Problem statement
Repeat every record exactly, but keep images out of the copy.

Collected data
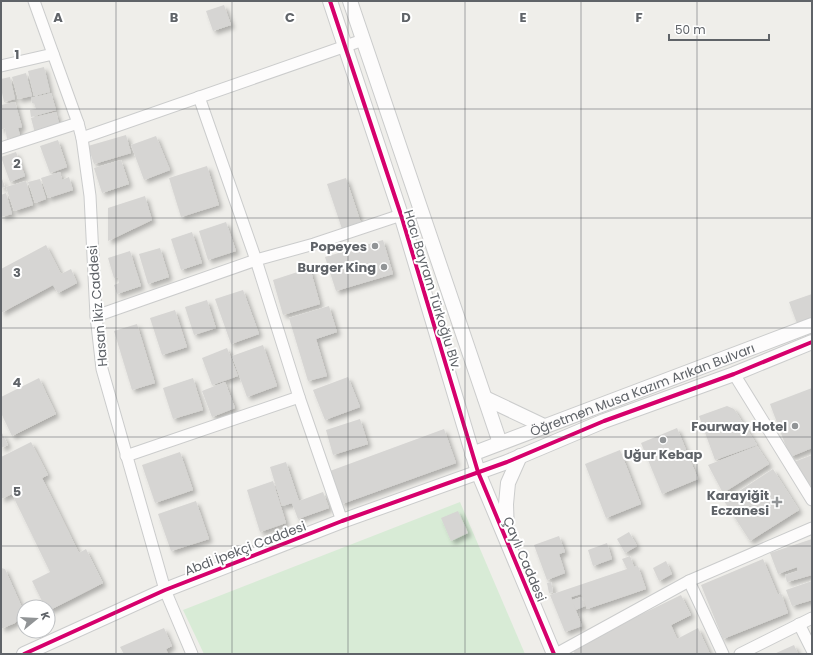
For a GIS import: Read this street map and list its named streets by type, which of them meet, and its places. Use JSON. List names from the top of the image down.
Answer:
{
  "streets": {
    "street": [
      "Hacı Bayram Türkoğlu Blv.",
      "Hasan İkiz Caddesi",
      "Öğretmen Musa Kazım Arıkan Bulvarı",
      "Abdi İpekçi Caddesi",
      "Çaylı Caddesi"
    ]
  },
  "crossings": [
    ["Hacı Bayram Türkoğlu Blv.", "Öğretmen Musa Kazım Arıkan Bulvarı"],
    ["Hacı Bayram Türkoğlu Blv.", "Abdi İpekçi Caddesi"],
    ["Hacı Bayram Türkoğlu Blv.", "Çaylı Caddesi"],
    ["Hasan İkiz Caddesi", "Abdi İpekçi Caddesi"],
    ["Öğretmen Musa Kazım Arıkan Bulvarı", "Abdi İpekçi Caddesi"],
    ["Öğretmen Musa Kazım Arıkan Bulvarı", "Çaylı Caddesi"],
    ["Abdi İpekçi Caddesi", "Çaylı Caddesi"]
  ],
  "places": {
    "other": [
      "Popeyes",
      "Burger King",
      "Fourway Hotel",
      "Uğur Kebap"
    ],
    "health": ["Karayiğit Eczanesi"]
  },
  "scale_bar": "50 m",
  "north": "right",
  "grid": {
    "columns": [
      "A",
      "B",
      "C",
      "D",
      "E",
      "F"
    ],
    "rows": [
      "1",
      "2",
      "3",
      "4",
      "5"
    ]
  }
}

Result for this exercise
For a GIS import: Read this street map and list its named streets by type, which of them meet, and its places. Use JSON. List names from the top of the image down.
Answer:
{
  "streets": {
    "street": [
      "Hacı Bayram Türkoğlu Blv.",
      "Hasan İkiz Caddesi",
      "Öğretmen Musa Kazım Arıkan Bulvarı",
      "Abdi İpekçi Caddesi",
      "Çaylı Caddesi"
    ]
  },
  "crossings": [
    ["Hacı Bayram Türkoğlu Blv.", "Öğretmen Musa Kazım Arıkan Bulvarı"],
    ["Hacı Bayram Türkoğlu Blv.", "Abdi İpekçi Caddesi"],
    ["Hacı Bayram Türkoğlu Blv.", "Çaylı Caddesi"],
    ["Hasan İkiz Caddesi", "Abdi İpekçi Caddesi"],
    ["Öğretmen Musa Kazım Arıkan Bulvarı", "Abdi İpekçi Caddesi"],
    ["Öğretmen Musa Kazım Arıkan Bulvarı", "Çaylı Caddesi"],
    ["Abdi İpekçi Caddesi", "Çaylı Caddesi"]
  ],
  "places": {
    "other": [
      "Popeyes",
      "Burger King",
      "Fourway Hotel",
      "Uğur Kebap"
    ],
    "health": ["Karayiğit Eczanesi"]
  },
  "scale_bar": "50 m",
  "north": "right",
  "grid": {
    "columns": [
      "A",
      "B",
      "C",
      "D",
      "E",
      "F"
    ],
    "rows": [
      "1",
      "2",
      "3",
      "4",
      "5"
    ]
  }
}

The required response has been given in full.